The study focuses on the integration of natural banana fibres with synthetic carbon-Kevlar intraply fibres in a sandwich configuration. This hybrid design aims to leverage the sustainability, low density, and biodegradability of banana fibres alongside the high strength and impact resistance of carbon and Kevlar. “The idea was to create a material that not only performs well mechanically but also aligns with sustainable practices,” explains Kanchan B M.
To enhance the fibre-matrix bonding, the banana fibres were subjected to chemical treatments using 5% NaOH and 0.5% KMnO4. These treatments aimed to improve the fibre surface characteristics and interfacial bonding. The laminates were then fabricated by sandwiching the treated banana fibre layers between carbon-Kevlar intraply layers using hand lay-up and compression molding.
The mechanical performance of these composites was evaluated through tensile, flexural, and Charpy impact tests. The results were promising, with both chemical treatments improving the mechanical properties compared to untreated composites. Notably, the KMnO4 treatment yielded the highest tensile strength (87.98 MPa), flexural strength (104.12 MPa), and impact strength (34.19 kJ m−2).

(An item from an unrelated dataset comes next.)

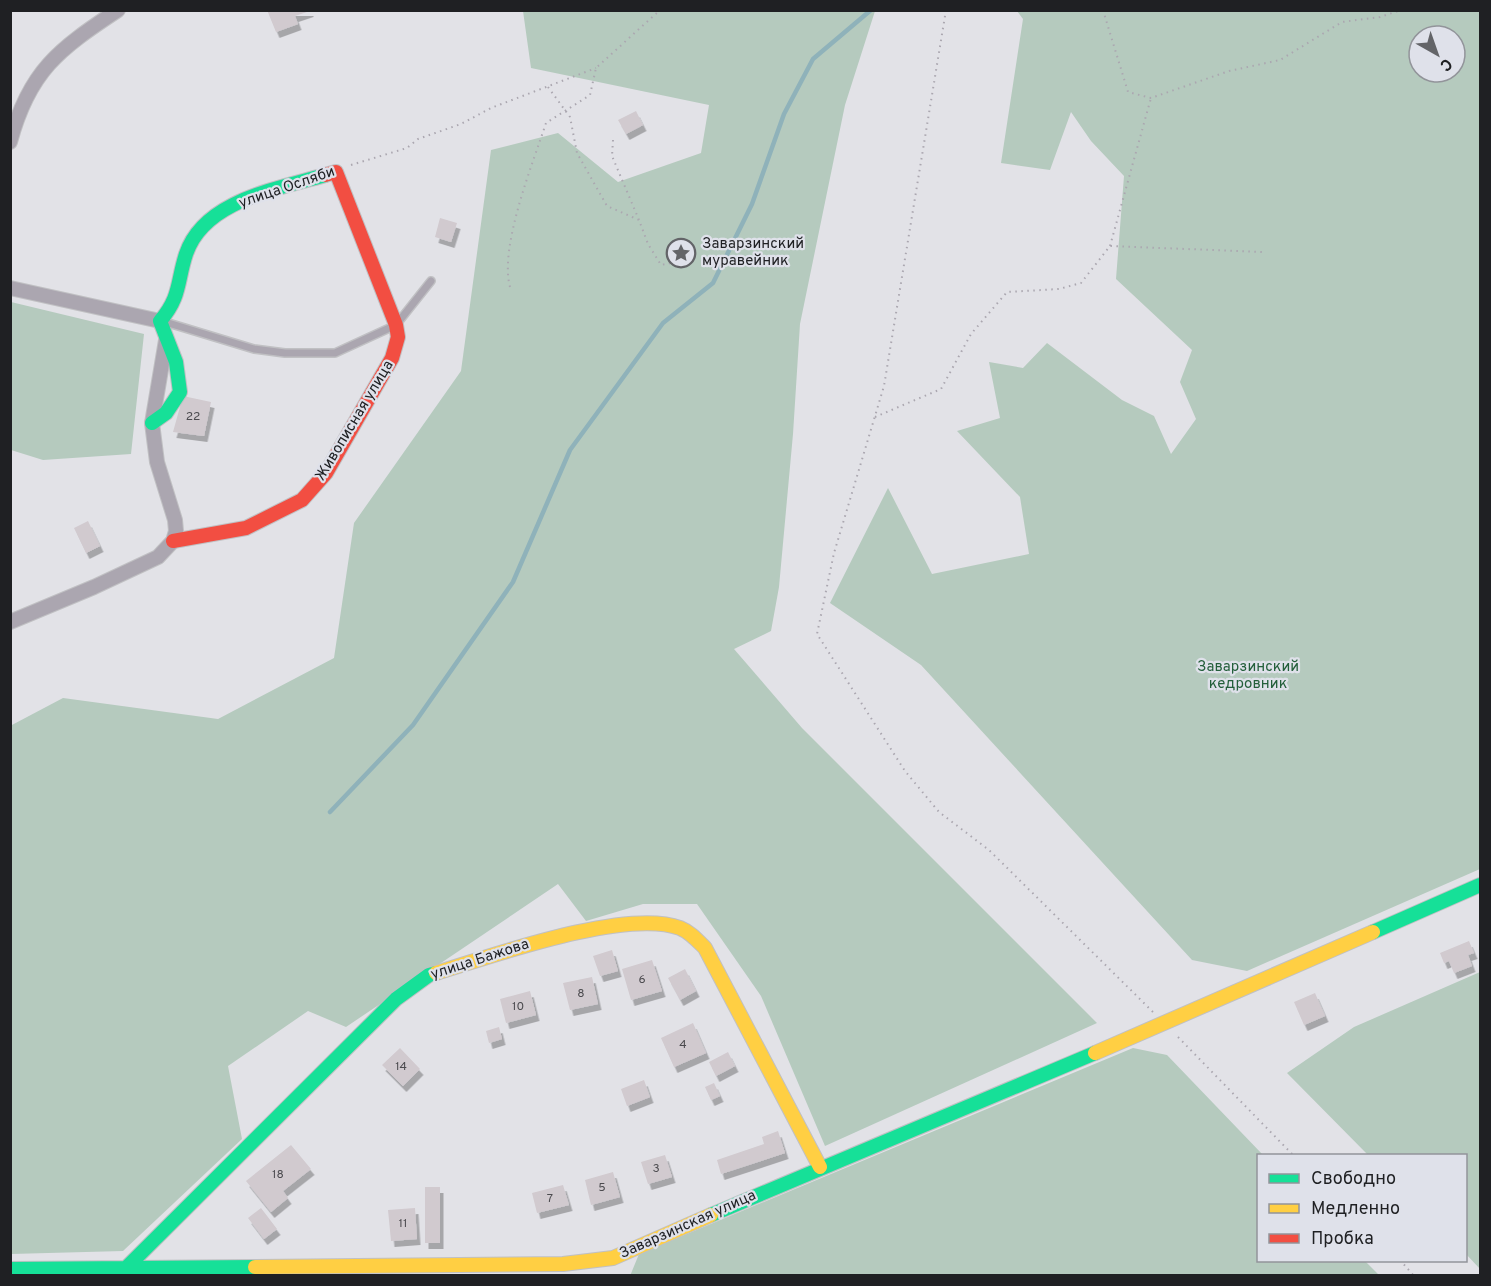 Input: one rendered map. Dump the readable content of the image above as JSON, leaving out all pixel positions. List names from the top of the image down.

Scanning Electron Microscopy (SEM) revealed improved fibre-matrix adhesion and altered fracture morphologies corresponding to the different treatment types. These findings suggest that the hybrid composites have significant potential for sustainable high-performance applications in aerospace, automotive, and structural industries, where lightweight and impact-resistant materials are essential.
The research contributes to several Sustainable Development Goals (SDGs), including SDG 9 (Industry, Innovation, Infrastructure), SDG 12 (Responsible Consumption and Production), and SDG 13 (Climate Action). By advancing sustainable materials from agricultural waste, this study opens new avenues for innovation in the energy sector and beyond.

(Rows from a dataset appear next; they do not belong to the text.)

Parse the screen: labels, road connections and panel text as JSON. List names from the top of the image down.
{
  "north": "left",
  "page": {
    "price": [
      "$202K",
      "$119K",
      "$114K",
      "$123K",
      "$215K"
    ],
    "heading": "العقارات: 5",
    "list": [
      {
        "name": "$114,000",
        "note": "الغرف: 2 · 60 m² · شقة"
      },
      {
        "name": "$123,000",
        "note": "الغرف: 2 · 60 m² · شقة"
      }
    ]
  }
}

As industries continue to seek materials that balance performance and sustainability, the findings from this study could shape future developments in composite materials. The integration of natural fibres like banana with high-performance synthetic fibres offers a promising path forward, one that aligns with both technological advancements and environmental responsibility.
For professionals in the energy sector, this research highlights the potential of sustainable materials to meet the demands of high-performance applications. As Kanchan B M notes, “The future of materials lies in our ability to innovate while respecting the environment. This study is a step in that direction.”